→ PROBLEM TO WORK ON: Go to the line below containing "display:grid; place-items:center; height:217px;" and print exactly from there through the line containing "justify-content:space-between; align-items:center; height:49px;", both included. Print nothing else.

→ DATA:
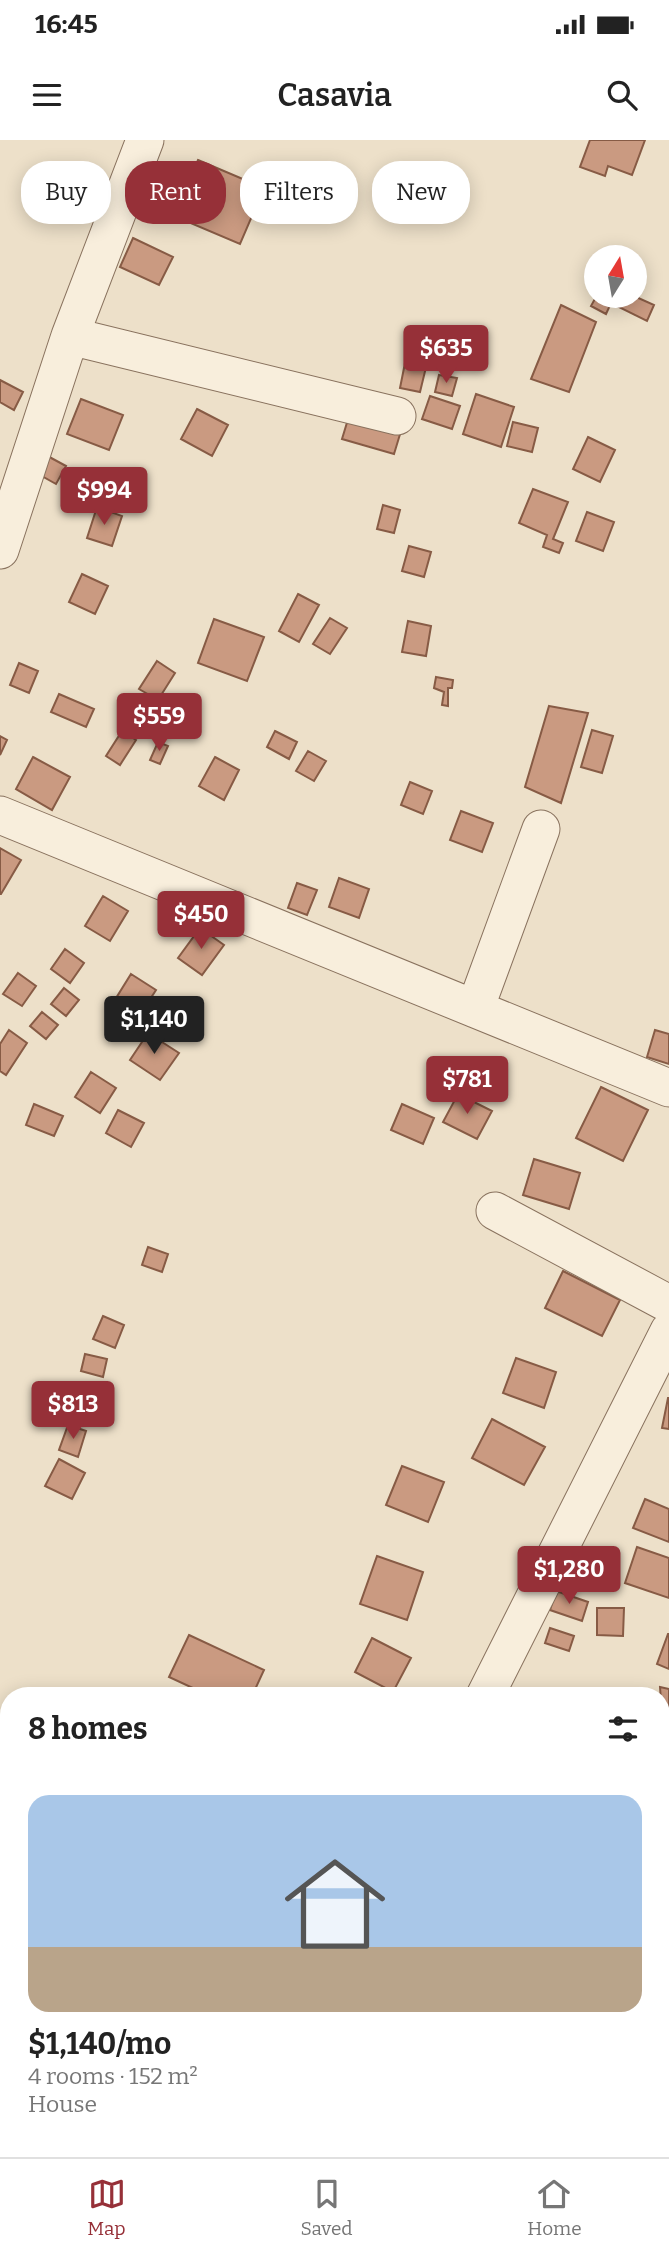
<!DOCTYPE html>
<html lang="en">
<head>
<meta charset="utf-8">
<style>
  :root { --surface:#fff; --page:#f2f2f2; --text:#222; --muted:#767676; --line:#e0e0e0; --accent:#963038 }
  body { margin:0; font-family:Bitter,serif; background:var(--page); color:var(--text); height:100vh; display:flex; flex-direction:column; font-size:26px; white-space:nowrap }
  * { box-sizing:border-box; margin:0 }
  p { font-size:23px; color:var(--muted) }
  .icon { flex:none; width:38px; height:38px; fill:none; stroke:currentColor; stroke-width:2; stroke-linecap:round; stroke-linejoin:round }
  .map { position:relative; flex:1; overflow:hidden }
  .side { position:absolute; left:0px; top:1547px; width:670px; height:471px; display:flex; flex-direction:column; background:var(--surface); border-radius:28px 28px 0 0; box-shadow:0 4px 18px #0003 }
  .side>* { flex:none }
  .banner { position:absolute; left:21px; top:21px; width:628px; height:63px; display:flex; gap:14px }
  .needle { width:46px; rotate:11deg }
  .controls { position:absolute; left:584px; top:105px; display:grid; gap:14px }
  .controls a { display:grid; place-items:center; width:63px; height:63px; border-radius:50%; background:var(--surface); box-shadow:0 4px 18px #0003; font-size:35px }
  .price { position:absolute; translate:-50% -60px; padding:0 16px; border-radius:7px; background:var(--accent); color:#fff; font-size:23px; line-height:46px; filter:drop-shadow(0 2px 4px #0008) }
  .price::after { content:''; position:absolute; left:50%; top:42px; width:21px; height:16px; margin-left:-10px; background:inherit; clip-path:polygon(0 0,100% 0,50% 100%) }
  .price.selected { background:#222; color:#fff }
  ul { padding:0; list-style:none }
  li { display:grid; align-content:center; gap:14px; height:371px; padding:0 28px }
  li span { display:grid; place-items:center; height:217px; border-radius:21px; color:#555 }
  li>.icon { margin-inline-start:auto }
  span .icon { width:126px; height:126px; fill:#fffc; stroke-width:1 }
  li b { font-size:30px }
  h2 { display:flex; justify-content:space-between; align-items:center; height:84px; padding:0 28px; font-size:30px }
  .pill { padding:0 24px; border-radius:28px; background:var(--surface); box-shadow:0 4px 18px #0003; font-size:24px; line-height:63px }
  .pill.selected { background:var(--accent); color:#fff }
  .status { display:flex; justify-content:space-between; align-items:center; height:49px; padding:0 35px; background:var(--surface); direction:ltr }
  .status svg { height:19px; fill:currentColor }
  header { display:flex; justify-content:space-between; align-items:center; height:91px; padding:0 28px; background:var(--surface); font-size:32px; font-weight:600 }
  .tab-bar { display:flex; justify-content:space-around; align-items:center; height:98px; border-top:2px solid var(--line); background:var(--surface); font-size:19px; color:var(--muted) }
  .tab-bar a { display:grid; justify-items:center; gap:4px }
  .tab-bar .selected { color:var(--accent) }
  .map>svg:first-child { display:block }
  .building { fill:#ca9a81; stroke:#875b45; stroke-width:2 }
  .lines { fill:none; stroke-linecap:round; stroke-linejoin:round }
  .minor-casing { stroke:#89725e; stroke-width:39 }
  .minor { stroke:#f8eedc; stroke-width:37 }
</style>
</head>
<body>
<div class="status"><b>16:45</b><svg viewBox="0 0 49 12"><path d="M0 12V9h3v3zM5 12V6h3v6zM10 12V3h3v9zM15 12V0h3v12zM26 1h20v11H26zM47 4h2v5h-2z"/></svg></div>
<header><svg class="icon" aria-label="menu" viewBox="0 0 24 24"><path d="M4 6h16M4 12h16M4 18h16"/></svg>Casavia<svg class="icon" aria-label="search" viewBox="0 0 24 24"><circle cx="10" cy="10" r="6"/><path d="M15 15l6 6"/></svg></header>
<div class="map">
<svg width="669" height="2017" viewBox="0 0 669 2017">
  <rect width="100%" height="100%" fill="#ede0c9"/>
  <path class="building" d="M 590,0 L 645,0 L 632,35 L 608,26 L 605,36 L 580,27 Z
    M 198,20 L 264,48 L 240,104 L 174,76 Z
    M 133,98 L 173,117 L 159,145 L 120,127 Z
    M 597,155 L 634,156 L 654,165 L 647,181 L 611,163 L 606,174 L 591,166 Z
    M 561,165 L 596,182 L 569,252 L 531,239 Z
    M 406,218 L 427,223 L 420,252 L 400,248 Z
    M 439,235 L 457,238 L 452,256 L 435,252 Z
    M 0,240 L 23,252 L 14,270 L 0,262 Z
    M 476,254 L 514,267 L 501,307 L 463,294 Z
    M 430,256 L 460,266 L 452,289 L 422,279 Z
    M 81,259 L 123,275 L 109,310 L 67,294 Z
    M 197,269 L 228,285 L 212,316 L 181,299 Z
    M 349,276 L 401,291 L 394,314 L 342,299 Z
    M 513,282 L 538,288 L 532,312 L 507,306 Z
    M 588,297 L 615,310 L 600,342 L 573,329 Z
    M 42,313 L 66,326 L 56,344 L 33,331 Z
    M 117,329 L 139,339 L 131,356 L 108,346 Z
    M 533,349 L 568,362 L 553,399 L 563,403 L 559,413 L 543,407 L 547,395 L 519,383 Z
    M 383,365 L 400,370 L 394,393 L 377,389 Z
    M 97,367 L 122,376 L 112,406 L 87,398 Z
    M 587,372 L 614,382 L 603,411 L 576,401 Z
    M 409,406 L 431,412 L 424,437 L 402,431 Z
    M 82,434 L 108,446 L 95,474 L 69,462 Z
    M 298,454 L 319,465 L 299,502 L 279,491 Z
    M 330,478 L 347,488 L 330,514 L 313,504 Z
    M 214,479 L 264,497 L 247,541 L 198,523 Z
    M 408,481 L 431,486 L 426,516 L 402,512 Z
    M 157,521 L 175,533 L 158,560 L 139,549 Z
    M 19,523 L 38,531 L 29,553 L 10,545 Z
    M 436,537 L 453,540 L 452,548 L 448,548 L 448,566 L 442,565 L 444,552 L 434,548 Z
    M 59,554 L 94,569 L 86,587 L 51,572 Z
    M 549,566 L 588,573 L 561,663 L 525,647 Z
    M 592,590 L 613,596 L 602,633 L 581,627 Z
    M 122,591 L 136,600 L 120,625 L 106,616 Z
    M 275,591 L 297,602 L 289,619 L 267,607 Z
    M 0,596 L 7,600 L 0,615 Z
    M 158,602 L 168,606 L 160,624 L 150,620 Z
    M 308,611 L 326,621 L 314,641 L 296,631 Z
    M 33,617 L 70,637 L 52,670 L 16,649 Z
    M 215,617 L 239,630 L 224,660 L 199,646 Z
    M 410,642 L 432,651 L 423,674 L 401,665 Z
    M 461,671 L 493,683 L 482,712 L 450,700 Z
    M 0,708 L 21,720 L 1,754 L 0,754 Z
    M 339,738 L 369,749 L 359,778 L 329,767 Z
    M 297,743 L 317,750 L 307,775 L 288,768 Z
    M 103,756 L 128,771 L 110,801 L 85,786 Z
    M 200,788 L 224,805 L 202,835 L 178,818 Z
    M 65,809 L 84,823 L 70,843 L 51,829 Z
    M 18,833 L 36,846 L 22,866 L 3,854 Z
    M 131,834 L 156,850 L 132,887 L 108,871 Z
    M 64,848 L 79,860 L 66,876 L 51,864 Z
    M 42,872 L 58,885 L 46,899 L 30,886 Z
    M 9,890 L 27,903 L 6,935 L 0,931 L 0,904 Z
    M 655,890 L 669,894 L 669,924 L 647,917 Z
    M 148,893 L 179,913 L 160,940 L 130,920 Z
    M 91,932 L 116,948 L 100,973 L 75,957 Z
    M 601,947 L 648,970 L 623,1021 L 576,998 Z
    M 458,954 L 492,971 L 477,999 L 443,982 Z
    M 34,964 L 63,976 L 54,996 L 26,985 Z
    M 402,964 L 434,978 L 423,1004 L 391,990 Z
    M 118,970 L 144,983 L 131,1007 L 106,993 Z
    M 534,1019 L 580,1033 L 569,1069 L 523,1055 Z
    M 148,1107 L 168,1114 L 162,1132 L 142,1125 Z
    M 563,1131 L 620,1160 L 602,1196 L 545,1168 Z
    M 103,1176 L 124,1185 L 115,1208 L 93,1199 Z
    M 85,1214 L 107,1219 L 103,1237 L 81,1231 Z
    M 516,1218 L 556,1232 L 544,1268 L 503,1253 Z
    M 79,1246 L 95,1252 L 87,1274 L 71,1267 Z
    M 668,1258 L 669,1258 L 669,1289 L 662,1288 Z
    M 492,1279 L 545,1307 L 524,1345 L 472,1318 Z
    M 68,1285 L 86,1291 L 78,1317 L 59,1310 Z
    M 59,1319 L 85,1333 L 72,1359 L 45,1346 Z
    M 402,1326 L 444,1342 L 428,1382 L 386,1365 Z
    M 645,1359 L 669,1369 L 669,1402 L 633,1388 Z
    M 637,1407 L 669,1418 L 669,1458 L 625,1443 Z
    M 377,1416 L 423,1432 L 407,1480 L 360,1464 Z
    M 556,1451 L 588,1462 L 582,1481 L 550,1470 Z
    M 597,1468 L 624,1468 L 623,1496 L 597,1495 Z
    M 550,1488 L 574,1496 L 569,1511 L 545,1503 Z
    M 668,1494 L 669,1494 L 669,1529 L 657,1524 Z
    M 189,1495 L 264,1530 L 252,1556 L 210,1556 L 169,1537 Z
    M 372,1498 L 411,1518 L 393,1552 L 355,1532 Z
    M 660,1547 L 669,1549 L 669,1576 L 662,1575 Z
    M 662,1588 L 669,1589 L 669,1605 L 662,1603 Z
    M 662,1917 L 669,1922 L 669,1934 L 662,1950 Z"/>
  <g class="lines">
    <defs>
      <path id="minor" d="M 70,196 L 397,276
        M 0,410 L 70,196 L 145,0
        M 0,675 L 669,948
        M 475,869 L 541,689
        M 495,1071 L 669,1164
        M 485,1556 L 669,1191
        M 261,2017 L 264,2009"/>
    </defs>
    <use href="#minor" class="minor-casing"/>
    <use href="#minor" class="minor"/>
  </g>
</svg>
<div class="controls">
<a><svg class="needle" viewBox="-14 -14 28 28"><path d="M0-13l5 13h-10z" fill="#e53935"/><path d="M0 13l5-13h-10z" fill="#767676"/></svg></a>
</div>
<b class="price" style="left:446px;top:245px">$635</b>
<b class="price" style="left:104px;top:387px">$994</b>
<b class="price" style="left:159px;top:613px">$559</b>
<b class="price" style="left:201px;top:811px">$450</b>
<b class="price selected" style="left:154px;top:916px">$1,140</b>
<b class="price" style="left:467px;top:976px">$781</b>
<b class="price" style="left:73px;top:1301px">$813</b>
<b class="price" style="left:569px;top:1466px">$1,280</b>
<div class="banner">
<a class="pill">Buy</a>
<a class="pill selected">Rent</a>
<a class="pill">Filters</a>
<a class="pill">New</a>
</div>
<section class="side">
<h2>8 homes<svg class="icon" aria-label="filters" viewBox="0 0 24 24"><path d="M4 7h16M4 17h16"/><circle cx="9" cy="7" r="2"/><circle cx="15" cy="17" r="2"/></svg></h2>
<ul>
<li><span style="background:linear-gradient(#a9c7e8 70%,#b9a48a 0)"><svg class="icon" aria-label="home" viewBox="0 0 24 24"><path d="M3 11l9-7 9 7M6 9v11h12V9"/></svg></span><div><b>$1,140/mo</b><p>4 rooms · 152 m²</p><p>House</p></div></li>
</ul>
</section>
</div>
<nav class="tab-bar">
<a class="selected"><svg class="icon" aria-label="map" viewBox="0 0 24 24"><path d="M3 6l6-2 6 2 6-2v14l-6 2-6-2-6 2zM9 4v14M15 6v14"/></svg>Map</a>
<a><svg class="icon" aria-label="saved" viewBox="0 0 24 24"><path d="M7 4h10v16l-5-4-5 4z"/></svg>Saved</a>
<a><svg class="icon" aria-label="home" viewBox="0 0 24 24"><path d="M3 11l9-7 9 7M6 9v11h12V9"/></svg>Home</a>
</nav>
</body>
</html>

→ SOLUTION TO THIS PROBLEM:
  li span { display:grid; place-items:center; height:217px; border-radius:21px; color:#555 }
  li>.icon { margin-inline-start:auto }
  span .icon { width:126px; height:126px; fill:#fffc; stroke-width:1 }
  li b { font-size:30px }
  h2 { display:flex; justify-content:space-between; align-items:center; height:84px; padding:0 28px; font-size:30px }
  .pill { padding:0 24px; border-radius:28px; background:var(--surface); box-shadow:0 4px 18px #0003; font-size:24px; line-height:63px }
  .pill.selected { background:var(--accent); color:#fff }
  .status { display:flex; justify-content:space-between; align-items:center; height:49px; padding:0 35px; background:var(--surface); direction:ltr }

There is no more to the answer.